The only justification I can offer for compiling a second book on Lahore (beyond a filial affection for my home-city) is that during the intervening ten years since the appearance of my first book, there has been a perceptible, productive response among social historians, archivists, bureaucrats and citizens alike, a palpable and growing concern with the preservation, restoration and if nothing else documentation of Lahore's unique image. Another unexpected audience that has developed since the appearance of my earlier book is one of individual collectors, many of whom have been fortunate in acquiring early prints, watercolours and lithographs of Lahore, as my wife Shahnaz and I had done when we began collecting more than twenty-five years ago.

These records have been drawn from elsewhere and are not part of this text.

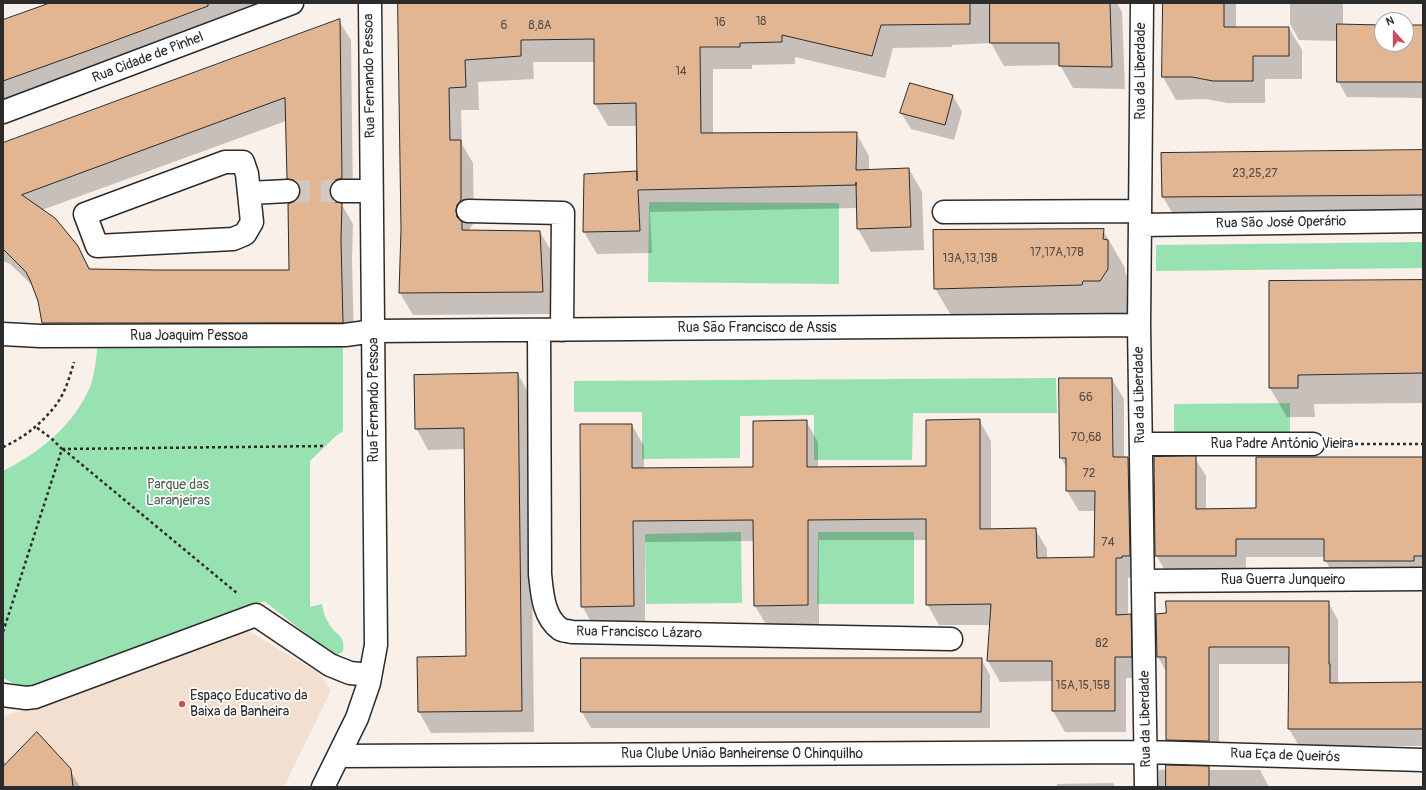 <!DOCTYPE html>
<meta charset="utf-8">
<style>
body{margin:0}
#map{position:relative;width:1426px;height:790px;overflow:hidden;background:#f9f0e9;font-family:Pangolin,sans-serif}
canvas{display:block}
.frame{position:absolute;inset:0;border:4px solid #2b2b2b;pointer-events:none}
.north{position:absolute;left:1374px;top:12px;width:40px;height:40px;box-sizing:border-box;background:#fff;border:1px solid #aaa;border-radius:50%;rotate:339deg;font-size:11px;font-weight:700;line-height:16px;text-align:center;color:#2b2b2b}
.north::after{content:'';display:block;margin:auto;width:14px;height:18px;background:#d1495b;clip-path:polygon(50% 0,100% 100%,50% 72%,0 100%)}
</style>
<div id="map">
<canvas width="1426" height="790"></canvas>
<div class="frame"></div>
<div class="north">N</div>
</div>
<script>
const ctx = document.querySelector('canvas').getContext('2d');
ctx.lineJoin = 'round';
function fillPath(path, color) { ctx.fillStyle = color; ctx.fill(path, 'evenodd'); }
function stroke(path, color, width, dash) { ctx.strokeStyle = color; ctx.lineWidth = width; ctx.lineCap = dash ? 'butt' : 'round'; ctx.setLineDash(dash || []); ctx.stroke(path); }
function write(font, color, halo, rows, align = 'center') {
  ctx.font = font + ' Pangolin,sans-serif'; ctx.lineWidth = 3.5; ctx.setLineDash([]); ctx.textBaseline = 'middle'; ctx.strokeStyle = halo; ctx.fillStyle = color; for (const [text, x, y, turn = 0] of rows) {
    ctx.save(); ctx.translate(x, y); ctx.rotate((+turn || 0) * Math.PI / 180); ctx.textAlign = isNaN(turn) ? turn : align; if (halo) ctx.strokeText(text, 0, 0); ctx.fillText(text, 0, 0); ctx.restore();
  }
}
const built = new Path2D(`
 M245,629L319,673L331,690L284,787H3V717Z`);
const green = new Path2D(`
 M649,202L839,203V284L648,282Z
 M1423,242V268L1156,271V245Z
 M343,343V429L342,432L336,436L310,461V607L322,604C323,610 324,616 328,622C334,635 346,634 343,651L335,657L311,643L310,637L264,601L31,687H20L3,678V471C39,453 74,425 90,387C95,374 96,358 98,344Z
 M1056,378L1057,413H913L912,460H814V415L740,416V458L642,459V412H574V381Z
 M1290,403V432L1174,433V404Z
 M741,532L742,603L646,604L645,534Z
 M818,532H914V604H817Z`);
const shadow = new Path2D(`
 M51,3H283L3,107V21Z
 M400,3H1117L1122,12L1125,89L1073,88L1060,65L1004,66L991,43L952,45V47L893,48L885,78L795,57V64L752,65V69H713V134L856,133L869,156V170L909,169L922,192L924,250L871,252L858,229V208L650,212L652,253L597,254L584,232L638,175L637,126H608L595,104V62H533L534,79L478,82L479,110H461L462,144L473,163L474,223L470,228L469,231L540,232L553,254L556,314L413,315L400,293L402,230Z
 M1163,3H1236V28H1289L1302,50V79H1265V103H1227L1206,99L1176,100L1163,77Z
 M1290,3H1343V25L1382,26V44H1406V26H1423V98L1347,97L1338,81V41L1299,40L1290,24Z
 M339,21L351,40L353,198L347,200L342,205L353,224L352,260L354,342L54,343L43,323L39,300L33,286L10,264L3,261V144ZM286,121L288,178L300,198L296,202L290,271L91,270L77,247L42,210Z
 M910,84L953,96L962,112L954,140L911,129L901,113Z
 M1423,151V233L1185,235L1163,197Z
 M1103,230L1125,268V272L1129,280L1130,308L1122,319L957,326L935,288Z
 M1423,281V403L1314,404L1315,417H1287L1270,388Z
 M518,374L530,396L534,732L431,733L419,712L418,658L467,657L465,449L428,450L416,428Z
 M1112,379L1124,399V458H1128L1140,478L1134,578H1128V615H1130L1142,636L1143,678H1126V732H1065L1053,711V681L1000,682L988,661L991,625H939L927,604V540H819V626H767L755,606L754,541L645,542V627H594L582,606L632,425L644,446V469L754,468L806,421L818,442V468L927,467L979,420L991,441V530L1035,529L1047,549V559L1095,558L1096,511H1079L1067,491V468L1061,458Z
 M1195,458L1206,476V510L1257,509L1423,458V579H1336L1325,560V557H1246V574H1167L1156,555Z
 M1328,602L1338,620V680L1340,684L1423,683V746H1299L1289,729L1290,664H1219V758L1177,757L1167,740V673L1158,657Z
 M981,659L990,675V728H591L582,712Z
 M3,761L7,765L70,770L80,787H3Z
 M1209,767L1210,770H1260L1269,787H1158L1159,770Z
 M1113,783L1115,787H1057V784Z`);
const building = new Path2D(`
 M50,3H208V6L87,51L3,81V20Z
 M398,3H970V24L881,25L872,56L782,35V42L740,43V47H700L701,133L857,132L856,170L909,168L911,227L857,229L856,182V185L638,190L640,231L583,232L584,174L637,171V181L636,103L594,104V39L521,40V56L465,60L466,87L449,88L450,140H461V200L457,205L456,210L457,217L462,222V230L540,231L543,292L399,293L401,230Z
 M990,3H1110L1112,67L1059,66V43H990Z
 M1163,3H1224V27H1289V56H1253V81H1213L1192,77H1162Z
 M340,19L342,178L335,180L331,185L330,191L331,197L335,202L342,203L341,240L343,323H42L38,301L30,280L26,272L3,249V143ZM285,98L287,179L293,180L298,184L300,191L299,197L295,201L288,204L289,270H157L89,269L78,246L55,218L22,195Z
 M1337,24L1382,25V44H1406V25H1423V82H1337Z
 M910,83L953,95L945,125L900,113Z
 M1423,150V195L1162,197L1161,153Z
 M1104,229L1103,239L1108,240V269L1100,281H1083L1082,285L934,289L933,230Z
 M1423,280V373L1298,375V388H1269V281Z
 M518,373L522,711L418,712L417,657L466,656L464,428L415,429L414,375Z
 M1059,378H1112L1113,457H1128L1130,556H1122V558H1116V615L1131,614L1132,657H1115V711H1052V661H987L991,604L926,605V519L808,520V605L754,606L753,520L633,521L634,606L581,607L580,424H632V468L753,467V421L807,420V467L926,466V420L980,419V529L1036,528L1037,558L1094,557L1095,491H1066V458H1060Z
 M1196,456V509L1256,508V457H1423V556H1414V561H1324V539H1236V556H1155L1154,457Z
 M1166,601H1329V664H1330V683L1423,682V729H1288L1289,647H1209V741L1166,740V657H1157L1156,614L1166,613Z
 M581,658H982L981,712H581Z
 M37,732L71,769L73,787H3V767Z
 M1166,765L1209,766V787H1166Z`);
const minorTunnel = new Path2D(`
 M288,191H342`);
const path = new Path2D(`
 M1337,444H1423
 M3,447C24,438 42,423 56,405C65,393 70,376 74,362
 M62,449L325,446
 M63,449L238,594
 M3,632L62,449L52,439L36,427`);
const minor = new Path2D(`
 M1142,3L1139,325L1146,787
 M3,112L292,3
 M225,162H243L247,174L252,222L245,234L233,239L97,246L85,214Z
 M342,191H371
 M249,193L288,191
 M468,211L563,213L562,330
 M944,212L1140,211
 M1140,225L1423,221
 M539,330L540,574C542,592 543,617 560,629C563,631 569,631 572,632L951,639
 M3,334L40,336L345,335L374,331L1139,325
 M1141,444H1313
 M1144,581L1423,579
 M3,695L26,698L35,697L256,615L330,665L350,673L370,675
 M339,756L1146,752L1423,760
 M323,787L357,718L369,683L376,645L370,3`);
const markers = [
 [182,704,4,"#d1495b"]
];
const numberNames = [
 ["18",761,22],
 ["16",720,23],
 ["6",504,26],
 ["8,8A",540,26],
 ["14",681,72],
 ["23,25,27",1255,174],
 ["17,17A,17B",1057,253],
 ["13A,13,13B",970,259],
 ["66",1086,398],
 ["70,68",1086,438],
 ["72",1089,474],
 ["74",1108,543],
 ["82",1102,644],
 ["15A,15,15B",1083,686]
];
const streetNames = [
 ["Rua Cidade de Pinhel",148,58,-21],
 ["Rua da Liberdade",1141,71,-90],
 ["Rua Fernando Pessoa",370,76,-91],
 ["Rua São José Operário",1281,223,-1],
 ["Rua São Francisco de Assis",757,328],
 ["Rua Joaquim Pessoa",189,336],
 ["Rua da Liberdade",1140,395,-91],
 ["Rua Fernando Pessoa",374,400,-90],
 ["Rua Padre António Vieira",1282,444],
 ["Rua Guerra Junqueiro",1283,580],
 ["Rua Francisco Lázaro",639,633,1],
 ["Rua da Liberdade",1146,719,-91],
 ["Rua Clube União Banheirense O Chinquilho",742,754],
 ["Rua Eça de Queirós",1285,756,2]
];
const parkNames = [
 ["Parque das",178,485],
 ["Laranjeiras",178,501]
];
const poiNames = [
 ["Espaço Educativo da",190,696],
 ["Baixa da Banheira",190,712]
];
fillPath(built, '#f2dfcf');
fillPath(green, '#98e1b0');
fillPath(shadow, '#0003');
fillPath(building, '#e3b693');
stroke(building, '#2b2b2b', 1);
stroke(minorTunnel, '#d0c9c3', 22, [22, 11]);
stroke(minor, '#2b2b2b', 25);
stroke(path, '#2b2b2b', 2.5, [3, 3]);
stroke(minor, '#fff', 22);
for (const [x, y, r, color] of markers) { const dot = new Path2D(); dot.arc(x, y, r, 0, 2 * Math.PI); ctx.fillStyle = color; ctx.fill(dot); stroke(dot, '#fff', 1.5); }
write('12px', '#594e45', null, numberNames);
write('14px', '#2b2b2b', '#fff', streetNames);
write('14px', '#4c6253', '#fff', parkNames);
write('14px', '#2b2b2b', '#fff', poiNames, 'left');
</script> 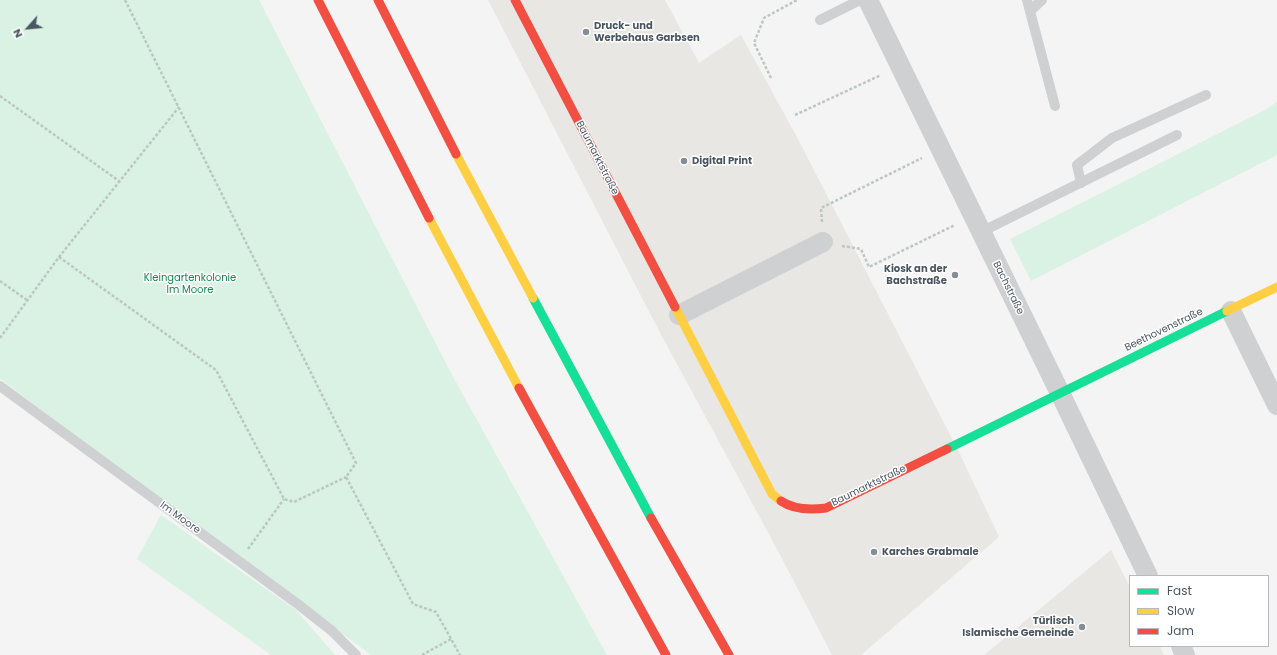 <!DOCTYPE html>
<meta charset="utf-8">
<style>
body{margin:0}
#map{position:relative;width:1277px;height:655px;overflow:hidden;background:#f4f4f4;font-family:Poppins,sans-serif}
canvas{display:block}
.legend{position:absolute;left:1129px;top:575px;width:140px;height:72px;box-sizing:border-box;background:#fff;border:1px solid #b7bbc0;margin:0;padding:5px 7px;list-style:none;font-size:12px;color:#4a5661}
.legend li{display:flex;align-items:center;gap:8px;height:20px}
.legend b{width:20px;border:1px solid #b7bbc0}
.north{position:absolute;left:8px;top:8px;width:40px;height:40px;-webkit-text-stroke:3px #fff;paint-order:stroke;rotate:243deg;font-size:11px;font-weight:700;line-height:16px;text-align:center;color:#4a5661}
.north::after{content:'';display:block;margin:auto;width:14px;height:18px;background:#4a5661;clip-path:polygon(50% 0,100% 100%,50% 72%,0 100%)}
</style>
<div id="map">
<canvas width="1277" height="655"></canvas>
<ul class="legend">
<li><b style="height:5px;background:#16e098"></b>Fast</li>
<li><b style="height:5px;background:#ffcf43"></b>Slow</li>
<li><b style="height:5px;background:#f24e42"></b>Jam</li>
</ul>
<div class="north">N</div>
</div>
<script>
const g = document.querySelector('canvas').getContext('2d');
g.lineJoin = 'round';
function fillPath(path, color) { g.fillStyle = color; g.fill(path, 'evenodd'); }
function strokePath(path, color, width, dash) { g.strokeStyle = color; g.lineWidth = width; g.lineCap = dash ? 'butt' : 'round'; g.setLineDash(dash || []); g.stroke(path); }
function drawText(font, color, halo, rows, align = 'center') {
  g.font = font + ' Poppins,sans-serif'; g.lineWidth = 3; g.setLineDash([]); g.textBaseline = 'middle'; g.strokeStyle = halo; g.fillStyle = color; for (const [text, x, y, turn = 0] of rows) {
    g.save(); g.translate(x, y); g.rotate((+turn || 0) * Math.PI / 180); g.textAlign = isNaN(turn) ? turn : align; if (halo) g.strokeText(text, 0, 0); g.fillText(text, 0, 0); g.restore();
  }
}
const commercial = new Path2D(`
 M488,0H665L699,63L741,35L798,139L960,454L999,537L861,655H832L778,551L657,327Z
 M1111,550L1130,587V646H1160L1164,655H984Z`);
const green = new Path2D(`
 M0,0H259L451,373L607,655H371L0,379Z
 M1277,102V155L1031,281L1010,239L1263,111Z
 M161,515L296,610L335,655H271L137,559Z`);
const path = new Path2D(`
 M125,0L356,463L346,477L413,604L436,612L460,655
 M771,78L754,43L764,18L797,0
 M0,96L119,181
 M795,115L881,75
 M822,222L821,208L922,158
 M842,246L861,249L869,267L955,225
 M59,257L216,370L284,499L294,502L346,477
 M0,281L27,300
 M0,338L59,257L179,107
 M248,549L284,499
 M422,655L451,639`);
const lane = new Path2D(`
 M1027,0L1055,106
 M1030,11L1042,0
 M820,20L860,0
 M1081,183L1077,165L1112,138L1206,95
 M981,232L1177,135
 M0,386L299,605L332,631L356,655`);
const street = new Path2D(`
 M868,0L1060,393L1148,576
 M1231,311L1277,405
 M679,315L823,242
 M1181,646L1185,655`);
const fast = new Path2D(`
 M533,298L651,518
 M947,449L1227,311`);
const slow = new Path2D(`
 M456,154L533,298
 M429,218L519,388
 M675,307L772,494L781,501
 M1227,311L1277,287`);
const jam = new Path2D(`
 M318,0L429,218
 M378,0L456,154
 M515,0L675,307
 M519,388L666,655
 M781,501C794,510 810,510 826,508L947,449
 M651,518L729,655`);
const markers = [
 [586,32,4,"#868d94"],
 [684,161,4,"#868d94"],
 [955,275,4,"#868d94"],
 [874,552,4,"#868d94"],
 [1082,627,4,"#868d94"]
];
const poiNames = [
 ["Druck- und",594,26],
 ["Werbehaus Garbsen",594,38],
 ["Digital Print",692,161],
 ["Kiosk an der",947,269,"right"],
 ["Bachstraße",947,281,"right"],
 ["Karches Grabmale",882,552],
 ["Türlisch",1074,621,"right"],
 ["Islamische Gemeinde",1074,633,"right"]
];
const streetNames = [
 ["Baumarktstraße",597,158,63],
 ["Bachstraße",1008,288,64],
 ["Beethovenstraße",1164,330,-26],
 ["Baumarktstraße",869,486,-26],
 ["Im Moore",180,518,36]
];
const parkNames = [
 ["Kleingartenkolonie",190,278],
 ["Im Moore",190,290]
];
fillPath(commercial, '#e8e7e3');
fillPath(green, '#d9f2e3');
strokePath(path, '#bcc7c4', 2.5, [3, 2]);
strokePath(lane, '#ced0d2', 10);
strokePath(street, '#ced0d2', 20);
strokePath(fast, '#16e098', 9);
strokePath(slow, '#ffcf43', 9);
strokePath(jam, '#f24e42', 9);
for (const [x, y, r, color] of markers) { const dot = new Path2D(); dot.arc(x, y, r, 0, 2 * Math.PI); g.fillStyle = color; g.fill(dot); strokePath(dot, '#fff', 1.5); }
drawText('bold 10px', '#4a5661', '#fff', poiNames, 'left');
drawText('10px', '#4a5661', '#fff', streetNames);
drawText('10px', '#17864f', '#fff', parkNames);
</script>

Prominent amongst them, and certainly the most forthcoming, has been Mr Robert Scoales, a retired librarian who despite being a Scot lives in Ealing (U.K.), and whenever he is in Lahore, takes rooms (usually No. 3) in the Orient Hotel on McLeod Road. From there, dressed in the superficial camouflage of a white shalwar-kameez, he makes forays into the streets and alleys of Lahore, looking out for anything that will enhance his already formidable knowledge about the architecture and topography of Lahore. If there is a letterbox still in use that carries the initials 'VR', of Queen Victoria before she was declared Queen Empress in 1877, Bob is sure to stumble across it. (He did. It stands in the street adjacent to King Edward Medical College.) He scours the footpaths and bookshops in search of unusual books or ephemera about old Lahore. And when he returns to Ealing, he continues his search, scanning the catalogues of specialist bookshops and postcard fairs for any material about Lahore. Bob has not only assembled an enviable collection of such valuable material but also generously agreed to its use in this publication. He carried much of it over on successive visits to be examined by me and to be scanned for this publication. For his unstinting largesse and warm friendship, I offer my deepest thanks, akin to the intensity of a dedication.
To Omar Khan, my thanks for timely information regarding the dating of certain photographs by Burke, Bremner and Bourne.
Let me also express gratitude to Mian Attique Ahmad who curated with me a memorable exhibition of Old Lahore at the Lahore Museum in March this year, to Mr Tariq Mahmood for editorial and other assistance, to Mr Khurram of RN Scanner Process House, and to Mr Zulfiqar Ahmed and Mr Suleman Qaiser for the layout and design. To Mr Niaz Ahmad of Sang-e-Meel Publications, I am especially grateful for his insistence that I should attempt another book on Lahore, his encouragement when I toyed with the idea, and then his patience while I took my own time to assemble this book.
To my wife Shahnaz, my love as always, and for my son Komail, a promise that the next book will definitely not be on Lahore.